Russia puts gas-hungry China in a bear hug

May 21, 2014

By Ethan Bilby
The author is a Reuters Breakingviews columnist. The opinions expressed are his own.

Russia has signed a long-awaited gas pipeline deal with China, and it leaves the People’s Republic in a bear hug. Russia gets a new market outside the increasingly frosty European Union. Oil major PetroChina gets to balance out some losses from low regulated prices at home. But the optics of the deal shred Beijing’s pretensions to political neutrality.

Russia could use a friend. EU countries have been planning to diversify supply away from dependence on Russia, which provides a third of their energy needs – especially after a dispute in 2009 saw gas cut off. Annexing Ukraine’s southern Crimea region has raised the temperature further. New pipelines from places like Azerbaijan are designed to limit Moscow’s leverage.
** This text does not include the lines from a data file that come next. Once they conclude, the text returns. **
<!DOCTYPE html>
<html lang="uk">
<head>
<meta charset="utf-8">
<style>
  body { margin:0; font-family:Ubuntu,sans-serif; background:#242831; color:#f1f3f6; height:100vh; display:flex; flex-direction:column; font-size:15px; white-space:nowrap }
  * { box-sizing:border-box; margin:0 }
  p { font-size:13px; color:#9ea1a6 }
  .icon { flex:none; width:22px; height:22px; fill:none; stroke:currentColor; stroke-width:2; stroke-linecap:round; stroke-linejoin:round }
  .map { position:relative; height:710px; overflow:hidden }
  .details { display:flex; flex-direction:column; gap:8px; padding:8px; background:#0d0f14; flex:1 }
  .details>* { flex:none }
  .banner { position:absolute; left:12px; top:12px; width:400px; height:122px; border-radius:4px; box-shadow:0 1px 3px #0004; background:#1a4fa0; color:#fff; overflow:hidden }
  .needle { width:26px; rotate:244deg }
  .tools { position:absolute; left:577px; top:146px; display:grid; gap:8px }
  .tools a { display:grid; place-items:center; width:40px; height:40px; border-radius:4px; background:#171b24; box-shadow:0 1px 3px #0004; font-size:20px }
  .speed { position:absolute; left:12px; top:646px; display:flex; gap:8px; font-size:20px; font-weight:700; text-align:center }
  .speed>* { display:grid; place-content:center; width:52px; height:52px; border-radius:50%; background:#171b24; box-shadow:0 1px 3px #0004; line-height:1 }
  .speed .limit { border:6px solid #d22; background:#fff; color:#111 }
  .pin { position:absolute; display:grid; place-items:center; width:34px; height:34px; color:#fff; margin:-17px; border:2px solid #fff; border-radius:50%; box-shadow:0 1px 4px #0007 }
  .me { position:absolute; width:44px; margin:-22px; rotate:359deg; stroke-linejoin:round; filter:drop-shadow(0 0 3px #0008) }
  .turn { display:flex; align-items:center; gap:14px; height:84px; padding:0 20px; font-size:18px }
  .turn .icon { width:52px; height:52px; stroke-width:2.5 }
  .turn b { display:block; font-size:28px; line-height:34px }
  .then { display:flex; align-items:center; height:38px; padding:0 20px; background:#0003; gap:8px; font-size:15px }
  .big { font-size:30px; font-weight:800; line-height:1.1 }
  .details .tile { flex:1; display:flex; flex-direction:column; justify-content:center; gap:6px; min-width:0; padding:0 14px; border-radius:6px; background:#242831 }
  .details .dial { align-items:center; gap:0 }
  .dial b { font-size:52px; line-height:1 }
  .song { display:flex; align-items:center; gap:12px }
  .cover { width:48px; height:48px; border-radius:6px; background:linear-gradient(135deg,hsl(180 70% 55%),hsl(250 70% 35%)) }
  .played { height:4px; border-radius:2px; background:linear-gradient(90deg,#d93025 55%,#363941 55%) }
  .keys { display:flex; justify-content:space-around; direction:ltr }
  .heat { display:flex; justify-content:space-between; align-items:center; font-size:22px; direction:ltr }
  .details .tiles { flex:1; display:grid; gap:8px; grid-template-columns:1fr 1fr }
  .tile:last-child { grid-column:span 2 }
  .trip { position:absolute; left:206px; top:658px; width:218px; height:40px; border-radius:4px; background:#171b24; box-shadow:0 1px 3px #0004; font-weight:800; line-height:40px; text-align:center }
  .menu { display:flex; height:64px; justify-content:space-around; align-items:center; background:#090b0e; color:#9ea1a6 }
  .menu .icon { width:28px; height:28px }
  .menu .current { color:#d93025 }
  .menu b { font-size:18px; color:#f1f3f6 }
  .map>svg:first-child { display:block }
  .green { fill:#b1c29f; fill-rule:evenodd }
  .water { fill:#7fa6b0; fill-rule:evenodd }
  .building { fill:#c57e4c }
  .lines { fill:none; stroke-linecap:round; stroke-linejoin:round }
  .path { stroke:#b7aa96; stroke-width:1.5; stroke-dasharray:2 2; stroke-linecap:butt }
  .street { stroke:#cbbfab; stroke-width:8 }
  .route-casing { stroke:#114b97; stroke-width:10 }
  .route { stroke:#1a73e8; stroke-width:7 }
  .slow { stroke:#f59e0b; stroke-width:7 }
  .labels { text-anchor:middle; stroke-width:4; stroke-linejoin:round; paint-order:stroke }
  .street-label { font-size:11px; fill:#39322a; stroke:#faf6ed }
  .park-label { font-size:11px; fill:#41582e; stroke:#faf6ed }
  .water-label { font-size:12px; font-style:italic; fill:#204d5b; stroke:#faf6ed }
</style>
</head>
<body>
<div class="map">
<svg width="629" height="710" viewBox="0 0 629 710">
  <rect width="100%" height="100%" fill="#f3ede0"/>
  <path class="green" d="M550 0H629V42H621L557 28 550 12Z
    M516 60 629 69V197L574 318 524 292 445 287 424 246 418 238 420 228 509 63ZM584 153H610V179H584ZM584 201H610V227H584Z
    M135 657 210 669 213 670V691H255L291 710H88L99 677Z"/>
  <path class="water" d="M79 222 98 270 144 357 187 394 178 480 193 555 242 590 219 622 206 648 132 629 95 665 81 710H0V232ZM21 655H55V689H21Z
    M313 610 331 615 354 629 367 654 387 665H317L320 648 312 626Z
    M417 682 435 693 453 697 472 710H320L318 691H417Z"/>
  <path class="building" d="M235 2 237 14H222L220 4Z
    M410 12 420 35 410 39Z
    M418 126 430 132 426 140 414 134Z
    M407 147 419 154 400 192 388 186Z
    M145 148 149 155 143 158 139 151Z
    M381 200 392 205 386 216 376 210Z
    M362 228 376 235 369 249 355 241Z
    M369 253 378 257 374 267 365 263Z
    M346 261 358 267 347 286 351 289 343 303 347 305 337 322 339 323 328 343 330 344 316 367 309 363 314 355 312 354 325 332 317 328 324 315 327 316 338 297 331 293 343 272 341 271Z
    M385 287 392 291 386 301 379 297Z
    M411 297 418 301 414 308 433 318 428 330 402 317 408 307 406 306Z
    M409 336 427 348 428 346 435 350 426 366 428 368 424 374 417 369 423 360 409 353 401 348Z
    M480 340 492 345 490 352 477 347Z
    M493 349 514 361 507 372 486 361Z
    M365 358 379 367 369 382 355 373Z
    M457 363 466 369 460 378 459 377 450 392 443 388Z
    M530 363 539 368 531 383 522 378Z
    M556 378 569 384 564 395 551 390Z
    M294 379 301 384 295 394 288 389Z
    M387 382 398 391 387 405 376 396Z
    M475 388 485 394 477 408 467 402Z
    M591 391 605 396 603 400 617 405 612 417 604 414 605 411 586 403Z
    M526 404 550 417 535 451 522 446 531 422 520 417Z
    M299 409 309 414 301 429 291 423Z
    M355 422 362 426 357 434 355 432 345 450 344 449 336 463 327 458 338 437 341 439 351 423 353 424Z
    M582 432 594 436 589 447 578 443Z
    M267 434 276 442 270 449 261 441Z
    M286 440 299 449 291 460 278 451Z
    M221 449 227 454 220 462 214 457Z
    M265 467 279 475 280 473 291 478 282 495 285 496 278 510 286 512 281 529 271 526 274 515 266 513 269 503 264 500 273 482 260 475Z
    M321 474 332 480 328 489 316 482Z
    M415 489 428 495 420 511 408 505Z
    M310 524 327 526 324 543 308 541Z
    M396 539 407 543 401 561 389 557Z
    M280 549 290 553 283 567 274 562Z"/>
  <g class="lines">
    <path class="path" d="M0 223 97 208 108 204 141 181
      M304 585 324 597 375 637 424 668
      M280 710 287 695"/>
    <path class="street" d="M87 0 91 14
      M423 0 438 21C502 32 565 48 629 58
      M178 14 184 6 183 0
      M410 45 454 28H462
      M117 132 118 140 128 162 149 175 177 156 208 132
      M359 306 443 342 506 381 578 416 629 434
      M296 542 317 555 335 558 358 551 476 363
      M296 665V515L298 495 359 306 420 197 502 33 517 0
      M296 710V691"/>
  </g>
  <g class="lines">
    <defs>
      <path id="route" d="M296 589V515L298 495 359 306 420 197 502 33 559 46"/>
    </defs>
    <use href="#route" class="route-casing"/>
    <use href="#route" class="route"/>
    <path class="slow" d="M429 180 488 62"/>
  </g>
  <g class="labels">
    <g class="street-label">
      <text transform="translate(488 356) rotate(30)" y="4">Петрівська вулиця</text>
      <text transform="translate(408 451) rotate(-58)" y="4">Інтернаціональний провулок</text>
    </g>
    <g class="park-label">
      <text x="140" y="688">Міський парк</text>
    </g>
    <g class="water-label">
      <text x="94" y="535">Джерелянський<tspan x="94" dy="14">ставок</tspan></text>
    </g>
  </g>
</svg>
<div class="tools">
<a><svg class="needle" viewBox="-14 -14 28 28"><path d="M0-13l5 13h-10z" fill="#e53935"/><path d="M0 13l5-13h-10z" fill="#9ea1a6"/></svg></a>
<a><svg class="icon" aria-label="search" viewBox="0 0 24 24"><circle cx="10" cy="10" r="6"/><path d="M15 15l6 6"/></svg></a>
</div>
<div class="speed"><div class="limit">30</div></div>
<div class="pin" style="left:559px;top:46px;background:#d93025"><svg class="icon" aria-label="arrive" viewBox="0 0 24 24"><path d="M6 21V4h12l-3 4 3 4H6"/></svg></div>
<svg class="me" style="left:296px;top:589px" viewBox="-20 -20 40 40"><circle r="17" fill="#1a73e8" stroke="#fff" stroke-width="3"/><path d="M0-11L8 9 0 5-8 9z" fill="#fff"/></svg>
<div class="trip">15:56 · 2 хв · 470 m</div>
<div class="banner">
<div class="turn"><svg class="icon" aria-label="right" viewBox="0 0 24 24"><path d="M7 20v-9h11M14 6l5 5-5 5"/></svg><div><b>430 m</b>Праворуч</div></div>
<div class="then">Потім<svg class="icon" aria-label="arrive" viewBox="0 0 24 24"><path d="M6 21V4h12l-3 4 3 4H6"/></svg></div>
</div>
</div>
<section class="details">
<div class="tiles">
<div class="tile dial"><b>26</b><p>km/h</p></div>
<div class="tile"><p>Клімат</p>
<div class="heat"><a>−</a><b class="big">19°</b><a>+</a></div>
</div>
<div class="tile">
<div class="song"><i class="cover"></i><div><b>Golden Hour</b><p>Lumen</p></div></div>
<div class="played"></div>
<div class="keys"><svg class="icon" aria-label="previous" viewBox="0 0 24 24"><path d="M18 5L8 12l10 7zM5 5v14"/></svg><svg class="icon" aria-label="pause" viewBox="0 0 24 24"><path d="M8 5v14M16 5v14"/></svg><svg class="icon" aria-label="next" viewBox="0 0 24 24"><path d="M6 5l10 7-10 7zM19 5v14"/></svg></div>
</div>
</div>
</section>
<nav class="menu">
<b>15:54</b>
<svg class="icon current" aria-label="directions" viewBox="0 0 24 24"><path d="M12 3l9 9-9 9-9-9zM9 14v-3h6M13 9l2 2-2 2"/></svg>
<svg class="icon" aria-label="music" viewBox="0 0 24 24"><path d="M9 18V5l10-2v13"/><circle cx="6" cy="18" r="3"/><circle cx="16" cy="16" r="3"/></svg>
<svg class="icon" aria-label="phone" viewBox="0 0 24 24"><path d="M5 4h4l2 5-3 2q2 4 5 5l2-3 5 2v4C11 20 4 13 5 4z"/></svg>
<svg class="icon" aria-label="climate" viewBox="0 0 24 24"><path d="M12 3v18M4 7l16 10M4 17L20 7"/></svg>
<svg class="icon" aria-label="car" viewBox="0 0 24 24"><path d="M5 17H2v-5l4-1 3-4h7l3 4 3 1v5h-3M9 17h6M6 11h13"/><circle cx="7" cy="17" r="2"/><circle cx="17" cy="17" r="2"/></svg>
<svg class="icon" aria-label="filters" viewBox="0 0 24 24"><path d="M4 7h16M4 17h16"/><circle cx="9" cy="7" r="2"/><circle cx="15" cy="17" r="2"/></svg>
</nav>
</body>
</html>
China presents Russia with a more willing customer. Its ravenous energy needs provide stable demand, which previously looked like it would have to be met by more inconvenient sources, like Australian and U.S. liquefied natural gas. Under the new deal, Russian state energy group Gazprom will supply Chinese counterpart PetroChina with up to 38 billion cubic metres a year, around 12 percent of China’s target demand in 2018 according to Alliance Bernstein.

The timing looks good for PetroChina, which handles all pipeline imports of natural gas into China. Below-market tariffs set by Chinese regulators leave it in the red. PetroChina’s average selling price of gas is $6.30 per thousand cubic feet according to CLSA analysts. Yet imported Central Asian supplies cost around $10 per thousand cubic feet, with LNG around $15. That drove PetroChina to make a loss of around 42 billion yuan ($6.7 billion) importing gas last year. Every bit of costly LNG this deal replaces will help.

The big question is where the deal leaves China itself. True, access to more natural gas would allow a shift from dirtier coal power, and cheaper supply would allow market-oriented price reforms at home. But the cost is that China will now be seen as an ally to Russia, which seemingly cares ever less about international views on its robust foreign policy. For Beijing, low-cost gas could come at the expense of the political neutrality that has opened numerous doors for Chinese trade and investment. That won’t be won back quickly.